Input data:

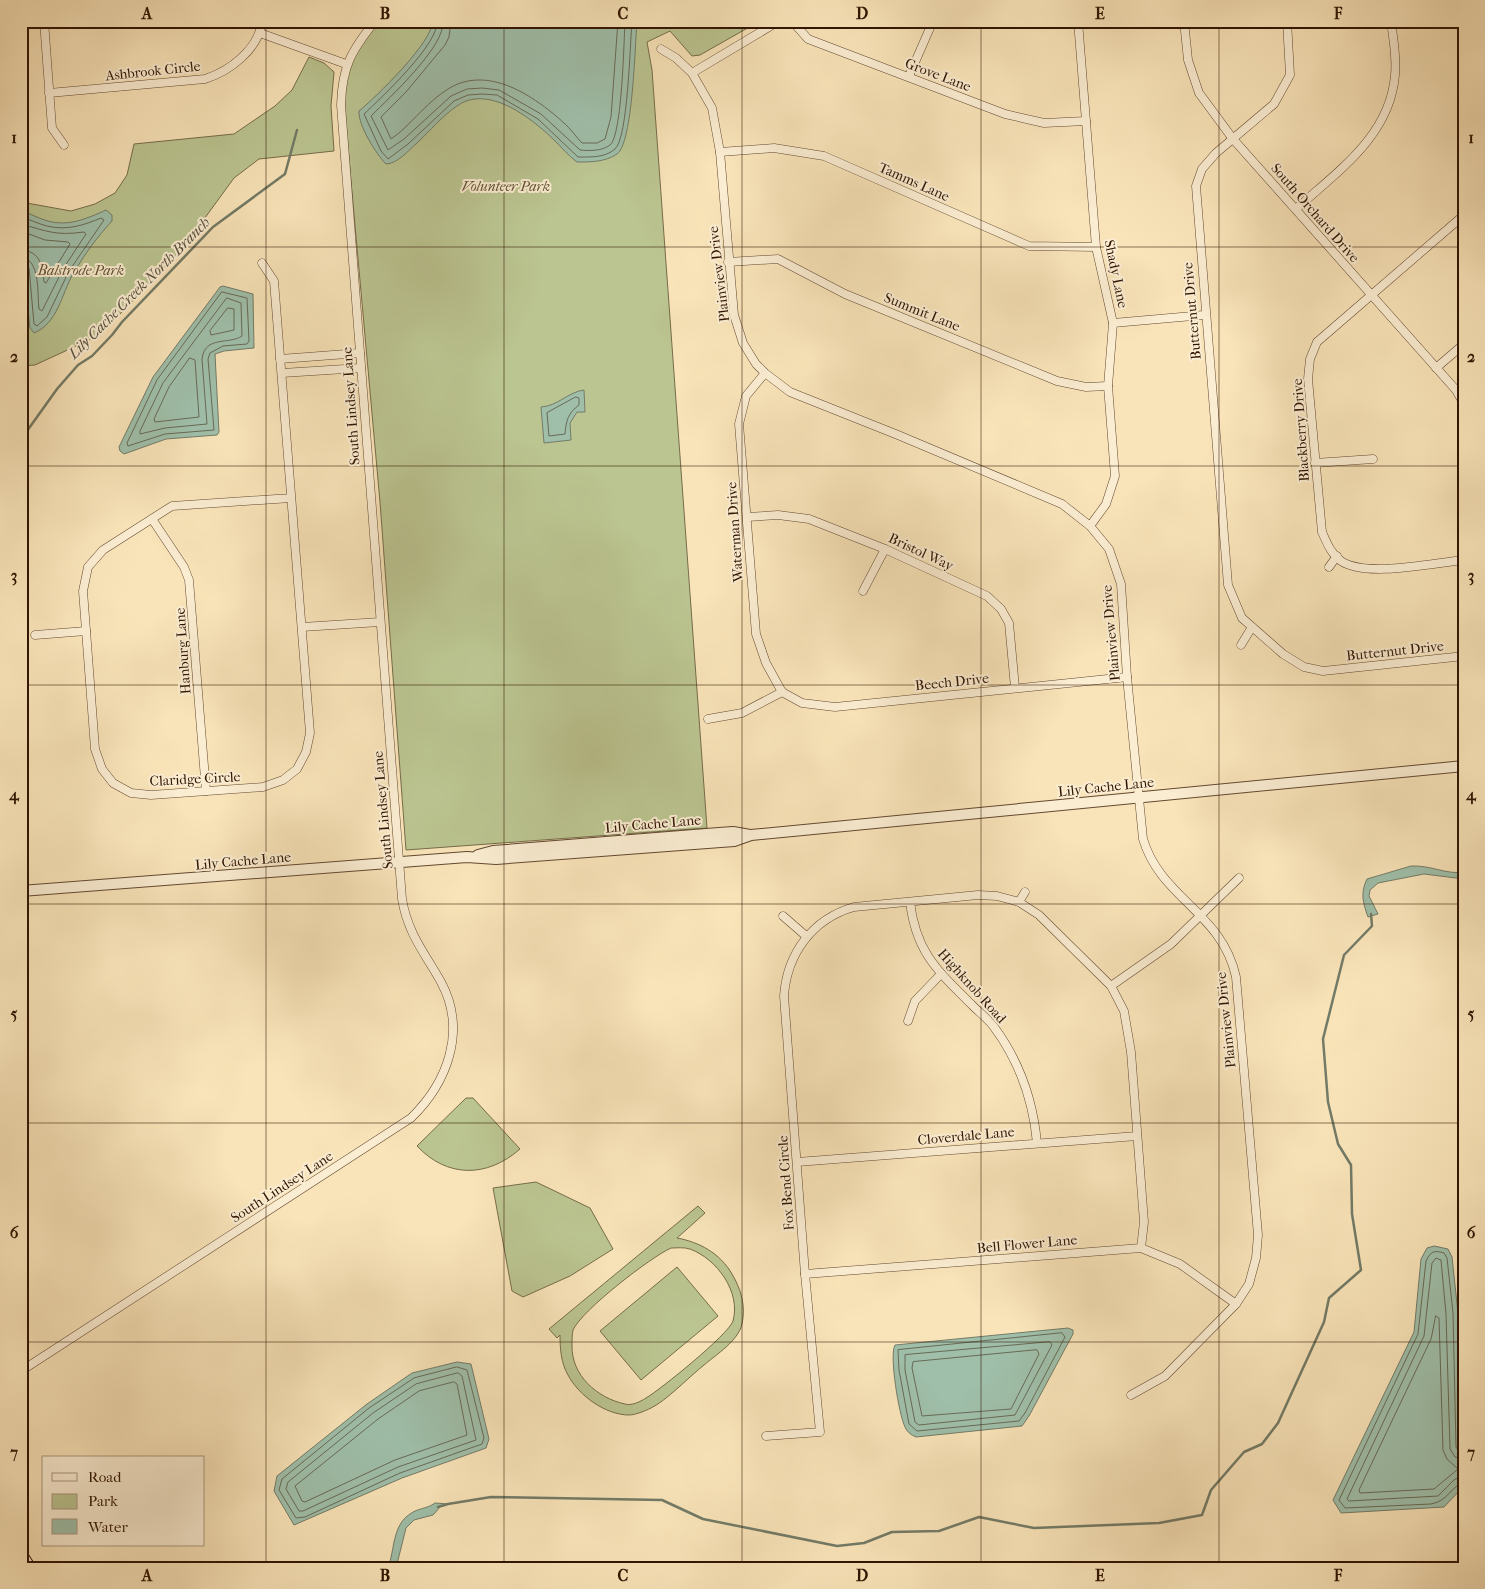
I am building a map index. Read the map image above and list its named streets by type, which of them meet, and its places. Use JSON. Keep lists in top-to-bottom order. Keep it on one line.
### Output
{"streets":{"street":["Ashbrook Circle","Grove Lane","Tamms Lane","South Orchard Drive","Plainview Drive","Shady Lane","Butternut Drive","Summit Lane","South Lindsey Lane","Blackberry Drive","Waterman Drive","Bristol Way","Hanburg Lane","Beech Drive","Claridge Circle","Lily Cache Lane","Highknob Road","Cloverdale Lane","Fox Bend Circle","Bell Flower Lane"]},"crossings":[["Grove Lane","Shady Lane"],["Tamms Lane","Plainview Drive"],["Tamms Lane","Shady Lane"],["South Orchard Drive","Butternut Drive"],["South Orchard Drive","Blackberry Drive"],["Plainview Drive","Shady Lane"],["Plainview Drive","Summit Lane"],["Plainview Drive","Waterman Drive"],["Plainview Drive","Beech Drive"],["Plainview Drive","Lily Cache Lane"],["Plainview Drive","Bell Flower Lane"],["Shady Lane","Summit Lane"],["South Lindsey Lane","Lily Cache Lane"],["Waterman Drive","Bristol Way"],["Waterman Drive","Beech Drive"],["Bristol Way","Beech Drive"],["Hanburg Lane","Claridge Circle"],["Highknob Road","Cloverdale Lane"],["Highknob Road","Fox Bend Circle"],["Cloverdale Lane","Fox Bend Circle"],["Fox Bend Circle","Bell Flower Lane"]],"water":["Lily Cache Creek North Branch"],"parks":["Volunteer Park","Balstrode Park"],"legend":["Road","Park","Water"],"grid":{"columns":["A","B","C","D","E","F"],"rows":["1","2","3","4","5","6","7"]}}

Exercise brief: Write the data above out again exactly, every line of it, and exclude the pictures.

Output of the task:
I am building a map index. Read the map image above and list its named streets by type, which of them meet, and its places. Use JSON. Keep lists in top-to-bottom order. Keep it on one line.
### Output
{"streets":{"street":["Ashbrook Circle","Grove Lane","Tamms Lane","South Orchard Drive","Plainview Drive","Shady Lane","Butternut Drive","Summit Lane","South Lindsey Lane","Blackberry Drive","Waterman Drive","Bristol Way","Hanburg Lane","Beech Drive","Claridge Circle","Lily Cache Lane","Highknob Road","Cloverdale Lane","Fox Bend Circle","Bell Flower Lane"]},"crossings":[["Grove Lane","Shady Lane"],["Tamms Lane","Plainview Drive"],["Tamms Lane","Shady Lane"],["South Orchard Drive","Butternut Drive"],["South Orchard Drive","Blackberry Drive"],["Plainview Drive","Shady Lane"],["Plainview Drive","Summit Lane"],["Plainview Drive","Waterman Drive"],["Plainview Drive","Beech Drive"],["Plainview Drive","Lily Cache Lane"],["Plainview Drive","Bell Flower Lane"],["Shady Lane","Summit Lane"],["South Lindsey Lane","Lily Cache Lane"],["Waterman Drive","Bristol Way"],["Waterman Drive","Beech Drive"],["Bristol Way","Beech Drive"],["Hanburg Lane","Claridge Circle"],["Highknob Road","Cloverdale Lane"],["Highknob Road","Fox Bend Circle"],["Cloverdale Lane","Fox Bend Circle"],["Fox Bend Circle","Bell Flower Lane"]],"water":["Lily Cache Creek North Branch"],"parks":["Volunteer Park","Balstrode Park"],"legend":["Road","Park","Water"],"grid":{"columns":["A","B","C","D","E","F"],"rows":["1","2","3","4","5","6","7"]}}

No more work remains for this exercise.